Things are changing in the old Mojave desert, especially in Yucca Valley, but maybe we knew that already. Hell, I’ve been going there long enough that I remember when the food options were pretty much limited to a Sizzler and a gas station hot dog. Now there’s fine, or at least hipsterish, dining. Up in Flamingo Heights there’s now La Copine Kitchen serving beignets and flax and whey English muffins but I wasn’t feeling quite strong enough for that.

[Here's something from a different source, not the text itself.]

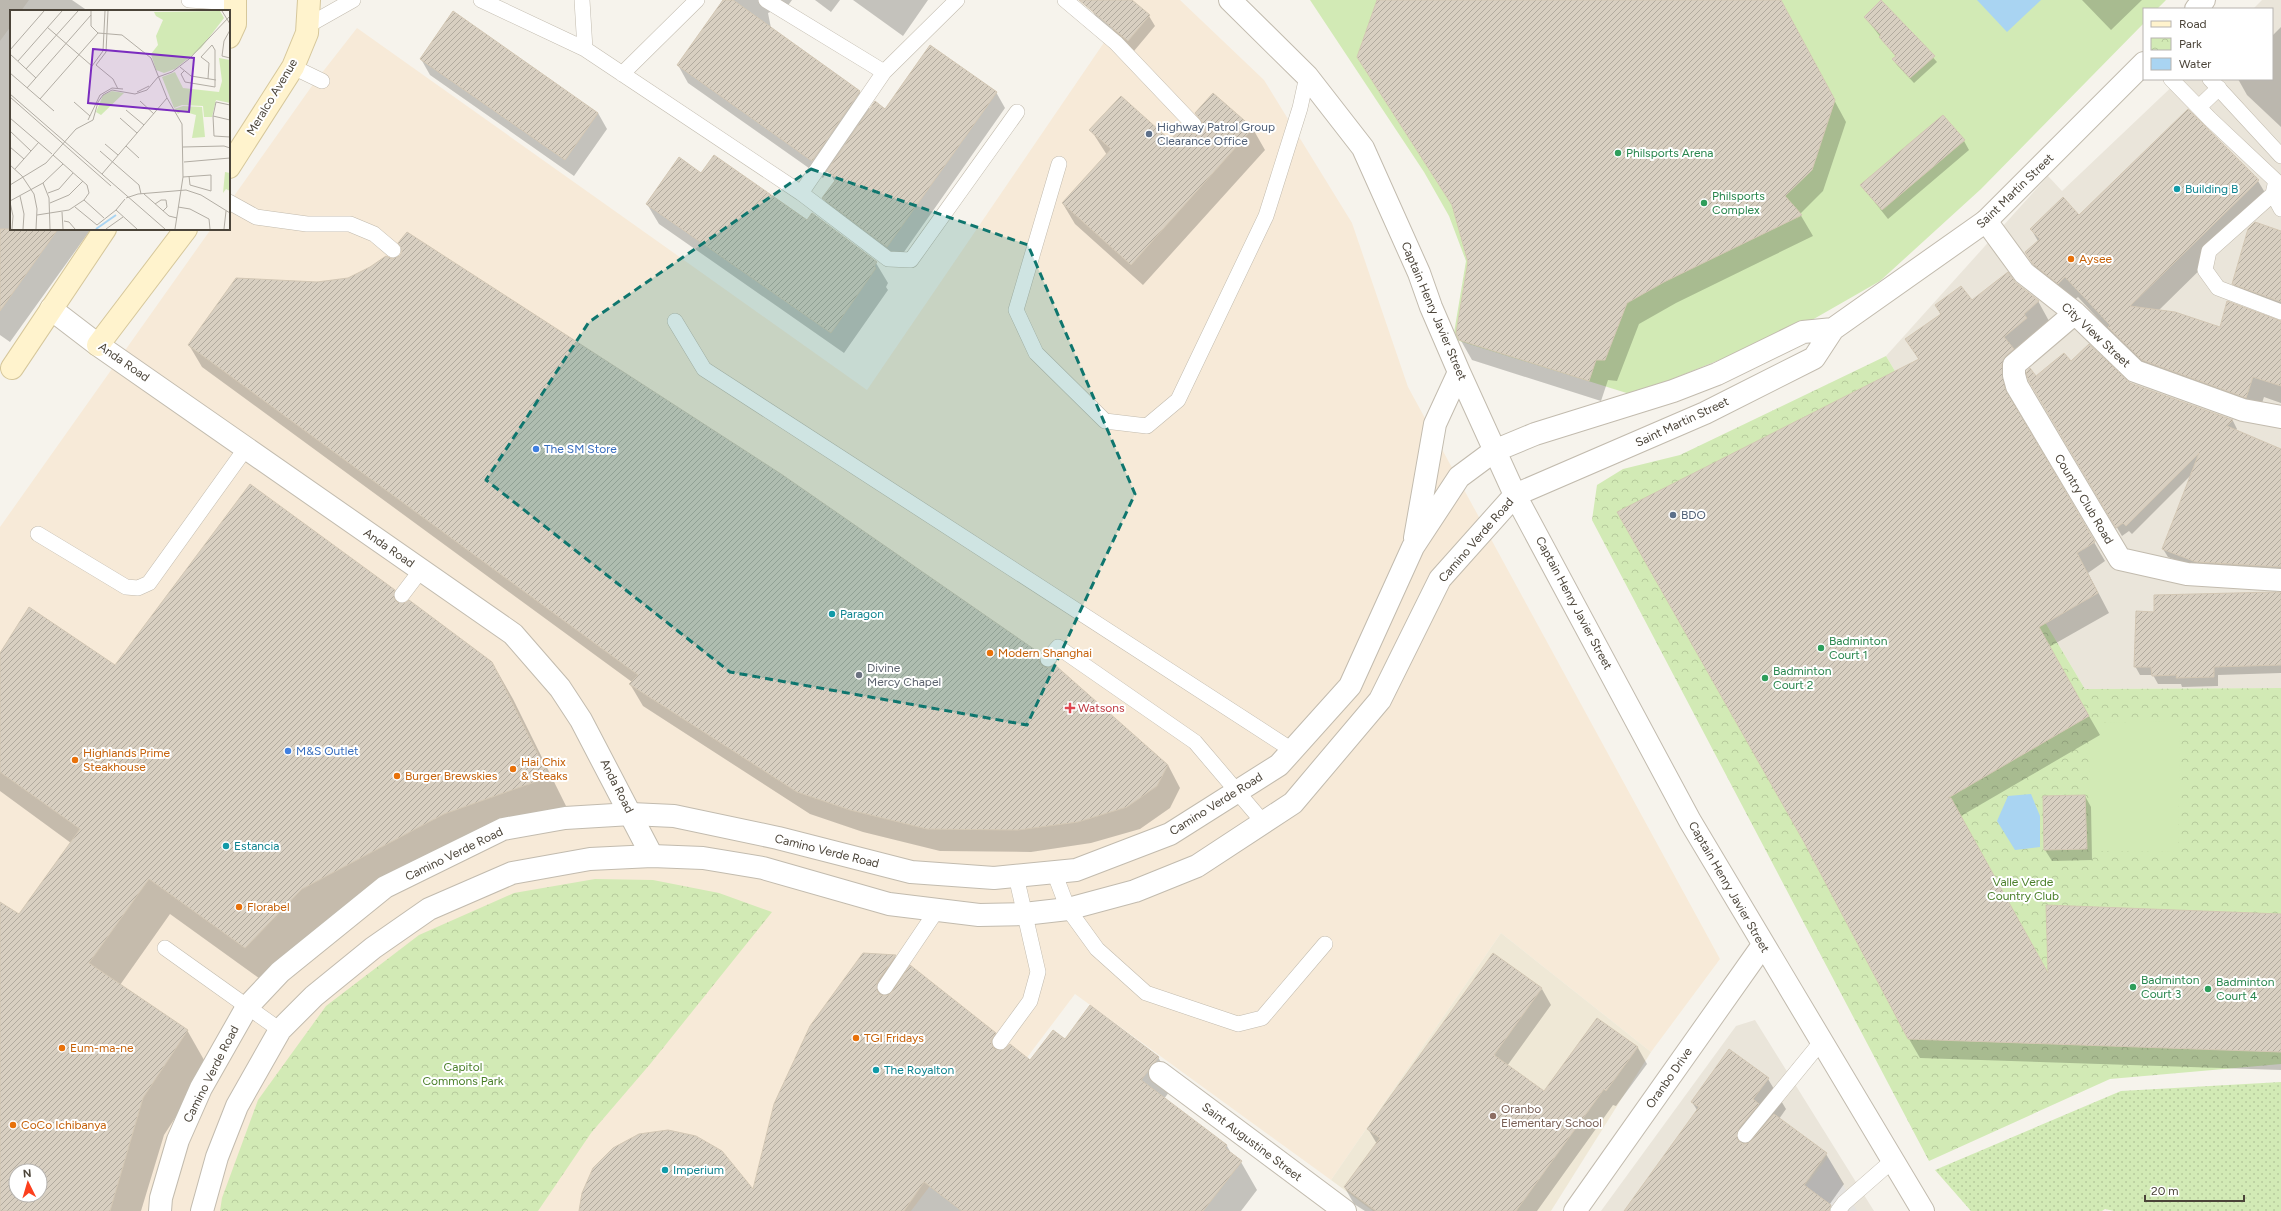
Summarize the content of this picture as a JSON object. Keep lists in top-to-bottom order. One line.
{"streets":{"main road":["Meralco Avenue"],"street":["Saint Martin Street","Captain Henry Javier Street","City View Street","Anda Road","Country Club Road","Camino Verde Road","Oranbo Drive","Saint Augustine Street"]},"crossings":[["Saint Martin Street","Captain Henry Javier Street"],["Saint Martin Street","City View Street"],["Saint Martin Street","Camino Verde Road"],["Captain Henry Javier Street","Camino Verde Road"],["Captain Henry Javier Street","Oranbo Drive"],["City View Street","Country Club Road"],["Anda Road","Camino Verde Road"]],"parks":["Valle Verde Country Club","Capitol Commons Park"],"places":{"other":["Highway Patrol Group Clearance Office","Philsports Arena","Building B","Philsports Complex","Aysee","The SM Store","BDO","Paragon","Badminton Court 1","Modern Shanghai","Divine Mercy Chapel","Badminton Court 2","M&S Outlet","Highlands Prime Steakhouse","Hai Chix & Steaks","Burger Brewskies","Estancia","Florabel","Badminton Court 3","Badminton Court 4","TGI Fridays","Eum-ma-ne","The Royalton","Oranbo Elementary School","CoCo Ichibanya","Imperium"],"health":["Watsons"]},"legend":["Road","Park","Water"],"scale_bar":"20 m","north":"top"}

Parry and Harriet’s in Pioneertown remains my idea of a good time in the desert (that's Harriet and Pappy above). I remember the first time I went there, 20 some years ago. I saw all the pickup trucks and bikes parked outside and thought it looked kind of scary, but I braved it and went in, and of course it was just fine. I seem to recall I had a steak sandwich and quite a few beers. It felt good – and there was a band playing that had a kickass lead guitarist. There often is. This is Giant Sand with Pappy and Harriet's as a backdrop.

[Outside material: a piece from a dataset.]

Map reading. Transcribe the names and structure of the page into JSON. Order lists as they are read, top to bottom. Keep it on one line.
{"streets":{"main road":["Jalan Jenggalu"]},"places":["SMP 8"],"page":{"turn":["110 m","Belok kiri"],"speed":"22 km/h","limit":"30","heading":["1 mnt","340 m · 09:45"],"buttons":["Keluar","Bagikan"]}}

Returning there this weekend for an early Saturday lunch with a couple of Anglo-Dutch pals who are driving across the States in a rented RV, there were more bikes and bikers there than I’d ever seen, and it wasn’t even noon. I guess the boys were having their brunch-time brews before hitting the road. Before we were settled and served, the place had emptied out.
The Pappy and Harriet menu featured, would you believe (well yes, you probably would), kale salad. I didn’t order it, obviously. I had the Desert Burger, which you see here. (That stuff on the plate that looks like an explosions of cheese and fries, is in fact cheese fries.)
There was no band playing at that time of day, though there was a gently decaying taxidermy moose right above our heads:
And there is the wall of fame, photographs of musicians who’ve passed through the place at one time or another. There’s Peaches and Robert Plant – side by side but in separate frames – something symbolic in that, no doubt.
But the most impressive change in recent years in Yucca Valley has been the arrival of the Kimi Grill, an honest to goodness good quality Japanese restaurant, attached to the Travelodge motel on the west end of town.
The sushi looked like this – the squid with caviar was my favorite:
I think they get through a lot of flowers. And of course you may ask yourself, how does a restaurant in the middle of the desert get sushi-grade fish? And I suppose the answer is they get it the same way that restaurants NOT in the desert get their sushi-grade fish. I think we all know by now that freshness is no virtue whatsoever when it comes to sushi.
Elsewhere, only the very smallest change has affected the Route 62 Diner, which is now Carla’s Route 62 Diner. Décor and menu remain the same, the latter featuring dishes named after rock and roll stars. I had the corned beef hash and scrambled egg – pretty standard diner fare, but I felt better for knowing it was named the Buddy Holly.
Wisest to avoid the Chubby Checker, I thought.